A perturbation predictor needs two methods, both conditioned on a perturbation descriptor (e.g. an ESM2 cytokine embedding, a drug SMILES embedding, a sgRNA one-hot):

train(ctrl_emb, pert_emb, pert_cov, ...) — fit on paired control/perturbed embeddings, one perturbation descriptor per pair.
predict(ctrl_emb, pert_cov) -> pred_emb — given a held-out control and a perturbation descriptor, return the predicted perturbed embedding.

Without the covariate the model can only learn one global shift — which is what an unconditional predictor would do.

import sys
from pathlib import Path

# Prefer the public src over any pip-installed sc_reconstruction (which may
# come from a stale private clone in the active env).
sys.path.insert(0, str(Path("..").resolve() / "src"))

from typing import Protocol, runtime_checkable

import numpy as np


@runtime_checkable
class PerturbationPredictor(Protocol):
    """Minimum interface for a latent-shift model in ReconEval."""

    def train(self, ctrl_emb: np.ndarray, pert_emb: np.ndarray,
              pert_cov: np.ndarray, **kwargs) -> None: ...

    def predict(self, ctrl_emb: np.ndarray, pert_cov: np.ndarray) -> np.ndarray: ...
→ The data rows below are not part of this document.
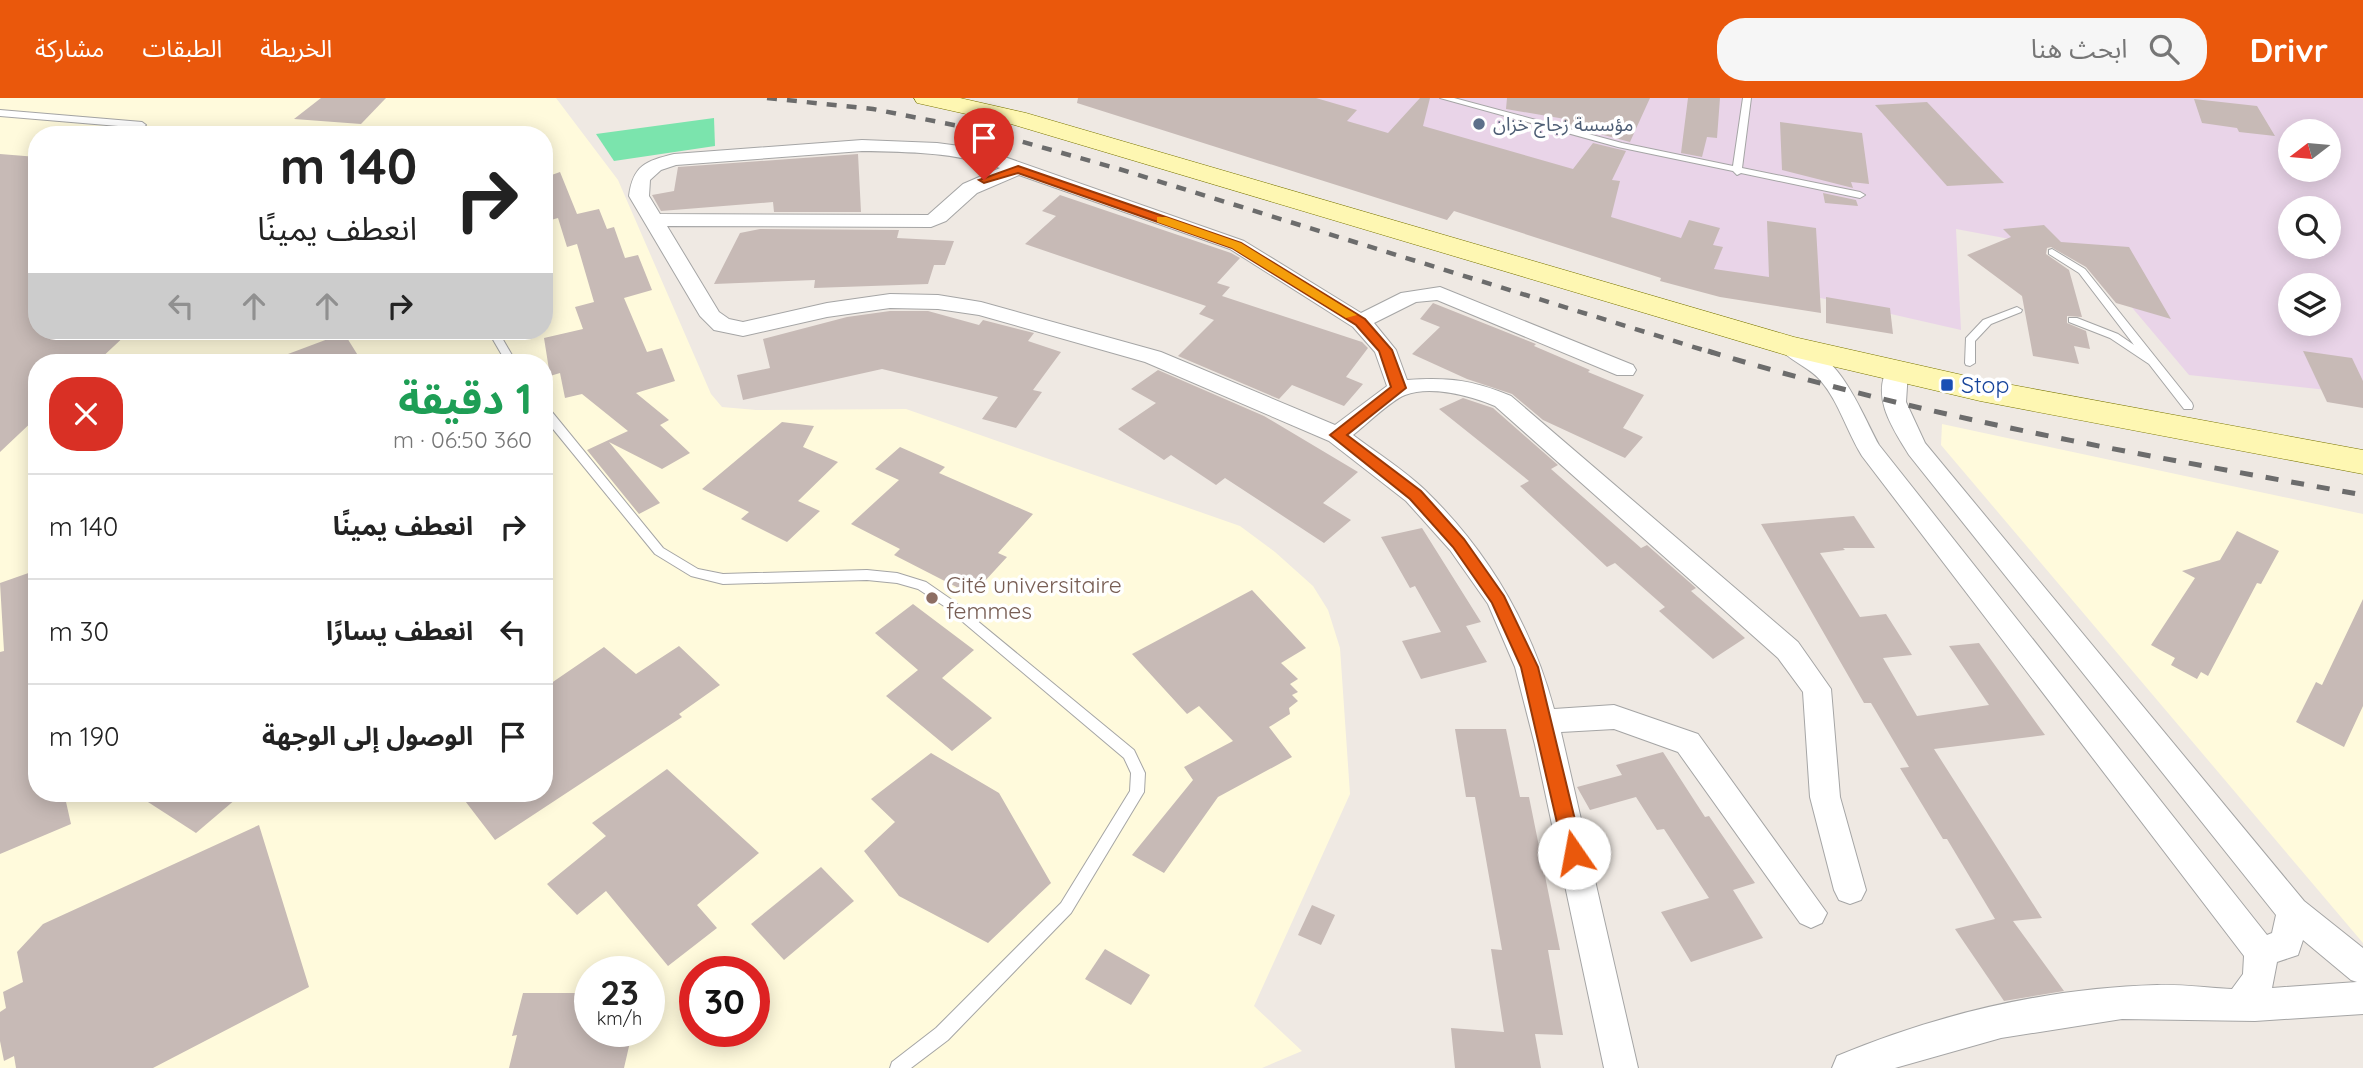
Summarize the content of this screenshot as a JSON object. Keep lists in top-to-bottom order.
{
  "places": {
    "other": ["مؤسسة زجاج خزان", "Cité universitaire femmes"],
    "transit": ["Stop"]
  },
  "north": "left",
  "page": {
    "header": "Drivr",
    "search": "ابحث هنا",
    "nav": ["الخريطة", "الطبقات", "مشاركة"],
    "turn": ["140 m", "انعطف يمينًا"],
    "heading": ["1 دقيقة", "360 m · 06:50"],
    "list": [
      {
        "name": "انعطف يمينًا",
        "value": "140 m"
      },
      {
        "name": "انعطف يسارًا",
        "value": "30 m"
      },
      {
        "name": "الوصول إلى الوجهة",
        "value": "190 m"
      }
    ],
    "speed": "23 km/h",
    "limit": "30"
  }
}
Reference implementation: conditional MLP#

Concat (ctrl_emb, pert_cov), pass through an MLP, output pred_emb. This is the smallest thing that satisfies the conditional Protocol. The paper alternatives below are listed but commented out — they live in their own envs and need 500 K-iter training to converge.

import warnings

import torch
import torch.nn as nn

warnings.filterwarnings("ignore")


class MLPPerturbationPredictor:
    """Conditional `(ctrl_emb, pert_cov) -> pert_emb` MLP. Tiny stand-in for CellFlow/STATE."""
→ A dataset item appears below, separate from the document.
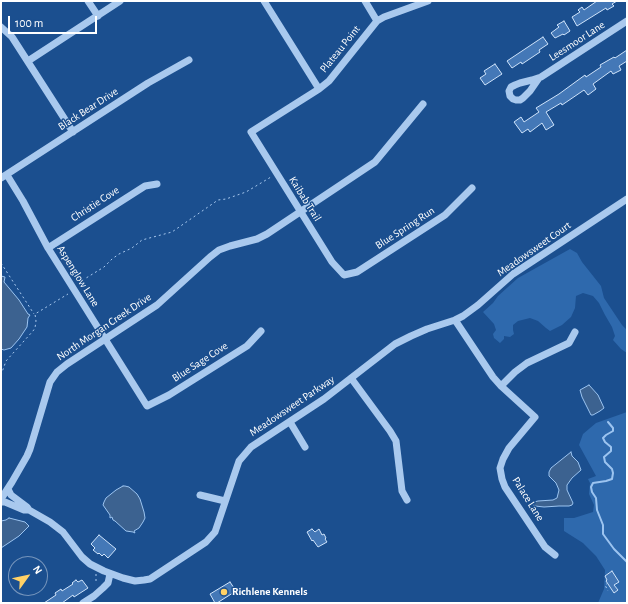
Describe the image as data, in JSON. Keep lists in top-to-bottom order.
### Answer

    def __init__(self, embed_dim: int, cov_dim: int, n_hidden: int = 256, lr: float = 1e-3):
        in_dim = embed_dim + cov_dim
        self.net = nn.Sequential(
            nn.Linear(in_dim,    n_hidden), nn.GELU(),
            nn.Linear(n_hidden,  n_hidden), nn.GELU(),
            nn.Linear(n_hidden,  embed_dim),
        )
        self.lr = lr

    def _cat(self, ctrl_emb, pert_cov):
        ctrl = torch.as_tensor(ctrl_emb, dtype=torch.float32)
        cov  = torch.as_tensor(pert_cov, dtype=torch.float32)
        return torch.cat([ctrl, cov], dim=1)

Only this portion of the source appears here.